Music composed and produced by Mychael Danna and Jeff Danna

16 Tracks (Playing Time = 44:32)

 

Score conducted and orchestrated by Nicholas Dodd. Score performed by the Hollywood Studio Symphony Orchestra. Additional arrangements by Rob Simonsen. Electronic music programming by Russ Howard, III. Drums and percussion programming by Russ Miller. Music edited by Tom Kramer. Score recorded and mixed by Brad Haehnel at Toss-AO Scoring Stage, Radford. Score mixed at Glenwood Place Studios. Artwork by Damien Doherty.

Silva Screen Records 1243

Rating: **

 

I have to admit forgetting all about this crime drama/thriller starring Anthony Hopkins which came and went last April. The score is by the brothers Danna, who last provided as good a score as one could have expected for 2006’s horrible Gilliam film, TIDELAND. That score turned out to be the best part of that film which may also be the case for FRACTURE.

“The Rube” opens the disc with a gentle piano line and Herrmann-esque strings that in their updated sound tend to generally feel like a dramatic thriller score by Danny Elfman. A primary difference in the Danna’s approach is that their harmonic ideas seem happen through the layering of individual musical lines rather than by richly-scored chords. The harmonic ambiguity lends the orchestral writing a melancholic sensibility as the thematic idea tends to slip in and out of major and minor tonal areas much like other work by Mychael Danna. Dark arpeggiated strings serve to increase the tension in this more traditionally scored score moments. Soon though we slide into ambient dissonance in “You’re Home Early.” Here the score’s thematic ideas seem to slide in and out of the multi-layered dissonant texture with a pounding, almost heart-beat like, bass guitar that seems to foreshadow whenever the more sinister sounds occur.

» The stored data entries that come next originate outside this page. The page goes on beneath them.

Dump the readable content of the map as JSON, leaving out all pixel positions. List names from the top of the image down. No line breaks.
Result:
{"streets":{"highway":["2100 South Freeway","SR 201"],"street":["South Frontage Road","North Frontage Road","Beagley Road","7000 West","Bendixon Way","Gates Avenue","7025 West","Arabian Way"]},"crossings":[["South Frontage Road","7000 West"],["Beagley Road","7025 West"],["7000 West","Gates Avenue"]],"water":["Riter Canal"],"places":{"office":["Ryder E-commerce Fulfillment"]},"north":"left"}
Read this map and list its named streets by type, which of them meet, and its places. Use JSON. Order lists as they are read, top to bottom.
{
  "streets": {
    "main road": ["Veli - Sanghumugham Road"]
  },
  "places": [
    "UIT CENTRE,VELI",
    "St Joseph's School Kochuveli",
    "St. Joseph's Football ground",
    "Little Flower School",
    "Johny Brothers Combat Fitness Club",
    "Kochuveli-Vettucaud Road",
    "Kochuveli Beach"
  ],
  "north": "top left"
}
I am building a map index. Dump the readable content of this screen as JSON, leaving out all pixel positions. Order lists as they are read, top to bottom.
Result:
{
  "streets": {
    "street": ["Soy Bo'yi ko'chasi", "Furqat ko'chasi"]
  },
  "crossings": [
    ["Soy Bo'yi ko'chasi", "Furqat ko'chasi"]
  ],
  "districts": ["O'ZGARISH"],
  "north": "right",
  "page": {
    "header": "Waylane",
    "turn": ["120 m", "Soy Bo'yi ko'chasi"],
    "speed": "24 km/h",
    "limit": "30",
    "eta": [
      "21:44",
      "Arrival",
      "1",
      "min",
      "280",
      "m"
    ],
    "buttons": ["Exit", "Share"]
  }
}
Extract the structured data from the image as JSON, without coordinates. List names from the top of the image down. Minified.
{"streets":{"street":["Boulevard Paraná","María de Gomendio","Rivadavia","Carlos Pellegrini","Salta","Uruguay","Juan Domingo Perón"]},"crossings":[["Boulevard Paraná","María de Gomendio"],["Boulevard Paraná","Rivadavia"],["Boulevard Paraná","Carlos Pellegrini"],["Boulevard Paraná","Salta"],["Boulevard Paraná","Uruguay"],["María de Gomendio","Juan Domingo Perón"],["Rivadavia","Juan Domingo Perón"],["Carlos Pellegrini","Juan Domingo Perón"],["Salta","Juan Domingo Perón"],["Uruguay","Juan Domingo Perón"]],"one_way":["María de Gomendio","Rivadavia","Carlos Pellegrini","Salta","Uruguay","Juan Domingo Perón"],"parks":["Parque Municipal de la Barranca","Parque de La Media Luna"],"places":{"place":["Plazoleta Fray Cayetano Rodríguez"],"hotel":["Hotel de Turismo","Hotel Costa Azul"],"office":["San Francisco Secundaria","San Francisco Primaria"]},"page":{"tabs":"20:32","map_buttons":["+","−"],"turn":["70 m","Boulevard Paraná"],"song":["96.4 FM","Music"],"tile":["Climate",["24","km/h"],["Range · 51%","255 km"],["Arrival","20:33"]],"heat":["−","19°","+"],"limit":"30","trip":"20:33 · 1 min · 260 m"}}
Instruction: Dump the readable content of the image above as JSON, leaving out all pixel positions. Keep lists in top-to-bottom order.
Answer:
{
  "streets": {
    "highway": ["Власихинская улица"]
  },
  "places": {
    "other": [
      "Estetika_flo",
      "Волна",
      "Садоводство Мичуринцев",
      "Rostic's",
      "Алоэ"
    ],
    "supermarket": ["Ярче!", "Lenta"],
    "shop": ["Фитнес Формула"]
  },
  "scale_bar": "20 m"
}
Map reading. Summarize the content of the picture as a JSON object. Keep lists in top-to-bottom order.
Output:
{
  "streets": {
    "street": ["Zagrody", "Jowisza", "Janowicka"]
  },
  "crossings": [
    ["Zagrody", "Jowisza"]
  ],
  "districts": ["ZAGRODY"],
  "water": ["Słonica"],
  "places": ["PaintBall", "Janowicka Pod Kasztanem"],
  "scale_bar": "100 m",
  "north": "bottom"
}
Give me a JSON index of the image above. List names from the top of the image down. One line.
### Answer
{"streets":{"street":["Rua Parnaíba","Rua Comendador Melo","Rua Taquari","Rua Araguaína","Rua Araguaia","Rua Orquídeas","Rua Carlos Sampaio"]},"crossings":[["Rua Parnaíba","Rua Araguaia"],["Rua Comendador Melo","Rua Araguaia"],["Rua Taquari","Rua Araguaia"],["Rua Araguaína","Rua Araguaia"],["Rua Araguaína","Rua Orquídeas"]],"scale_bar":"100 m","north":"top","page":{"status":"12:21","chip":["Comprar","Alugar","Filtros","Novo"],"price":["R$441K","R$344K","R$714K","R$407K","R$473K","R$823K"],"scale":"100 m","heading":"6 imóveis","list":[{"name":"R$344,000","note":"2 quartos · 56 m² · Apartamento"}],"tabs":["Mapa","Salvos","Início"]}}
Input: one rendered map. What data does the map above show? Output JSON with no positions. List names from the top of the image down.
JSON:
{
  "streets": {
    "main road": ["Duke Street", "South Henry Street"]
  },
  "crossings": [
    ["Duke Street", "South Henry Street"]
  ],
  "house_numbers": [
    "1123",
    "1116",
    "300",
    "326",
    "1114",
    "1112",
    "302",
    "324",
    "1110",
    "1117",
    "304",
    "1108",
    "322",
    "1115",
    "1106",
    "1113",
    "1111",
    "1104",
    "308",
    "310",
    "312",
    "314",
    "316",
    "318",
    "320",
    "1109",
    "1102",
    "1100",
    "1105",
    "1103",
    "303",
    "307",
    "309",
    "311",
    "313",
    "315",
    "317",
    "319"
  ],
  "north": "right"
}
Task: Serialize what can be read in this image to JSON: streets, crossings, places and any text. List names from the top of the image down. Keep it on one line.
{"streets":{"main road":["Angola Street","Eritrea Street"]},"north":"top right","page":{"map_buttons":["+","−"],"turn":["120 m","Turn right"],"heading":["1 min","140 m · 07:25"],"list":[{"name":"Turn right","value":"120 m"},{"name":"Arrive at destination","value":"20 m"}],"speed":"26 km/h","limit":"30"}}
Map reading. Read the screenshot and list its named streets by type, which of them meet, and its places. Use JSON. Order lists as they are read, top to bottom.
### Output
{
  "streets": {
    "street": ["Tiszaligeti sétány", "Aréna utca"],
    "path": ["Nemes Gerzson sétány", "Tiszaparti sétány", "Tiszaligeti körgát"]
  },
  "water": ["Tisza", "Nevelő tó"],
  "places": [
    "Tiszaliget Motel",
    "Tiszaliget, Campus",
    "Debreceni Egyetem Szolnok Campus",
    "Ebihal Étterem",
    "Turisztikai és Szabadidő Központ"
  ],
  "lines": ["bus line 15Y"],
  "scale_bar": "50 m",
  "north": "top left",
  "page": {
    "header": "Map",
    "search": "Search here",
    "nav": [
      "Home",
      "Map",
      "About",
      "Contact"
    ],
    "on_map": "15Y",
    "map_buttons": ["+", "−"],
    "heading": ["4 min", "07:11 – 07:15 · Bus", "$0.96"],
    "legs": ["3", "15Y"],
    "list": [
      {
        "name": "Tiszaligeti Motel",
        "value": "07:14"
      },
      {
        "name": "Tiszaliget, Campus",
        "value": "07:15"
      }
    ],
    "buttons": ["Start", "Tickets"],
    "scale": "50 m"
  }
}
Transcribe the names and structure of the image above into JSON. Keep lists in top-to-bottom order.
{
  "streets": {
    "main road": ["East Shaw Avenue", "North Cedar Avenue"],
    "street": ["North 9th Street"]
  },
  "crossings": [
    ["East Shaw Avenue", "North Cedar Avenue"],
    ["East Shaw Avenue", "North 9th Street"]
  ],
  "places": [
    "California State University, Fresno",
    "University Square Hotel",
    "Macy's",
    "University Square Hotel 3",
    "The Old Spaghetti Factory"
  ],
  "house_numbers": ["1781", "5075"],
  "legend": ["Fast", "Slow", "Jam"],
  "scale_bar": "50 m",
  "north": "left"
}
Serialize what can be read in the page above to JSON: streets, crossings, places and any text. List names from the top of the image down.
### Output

The drum machines eventually appear in “Beachum” signaling contemporary life or forward moving action, a sound that is almost cliché now for characters driving somewhere. The richer string sounds try to enter into this material but their intricate arpeggio ideas serve only to bring us back into a more realistic soundworld. “Objection” seems already a far cry from the opening track sounding more like something out of an Isham score or even a Powell action track. That either Danna can create this sound is I suppose good to know if you want either of them to write a typical Hollywood score.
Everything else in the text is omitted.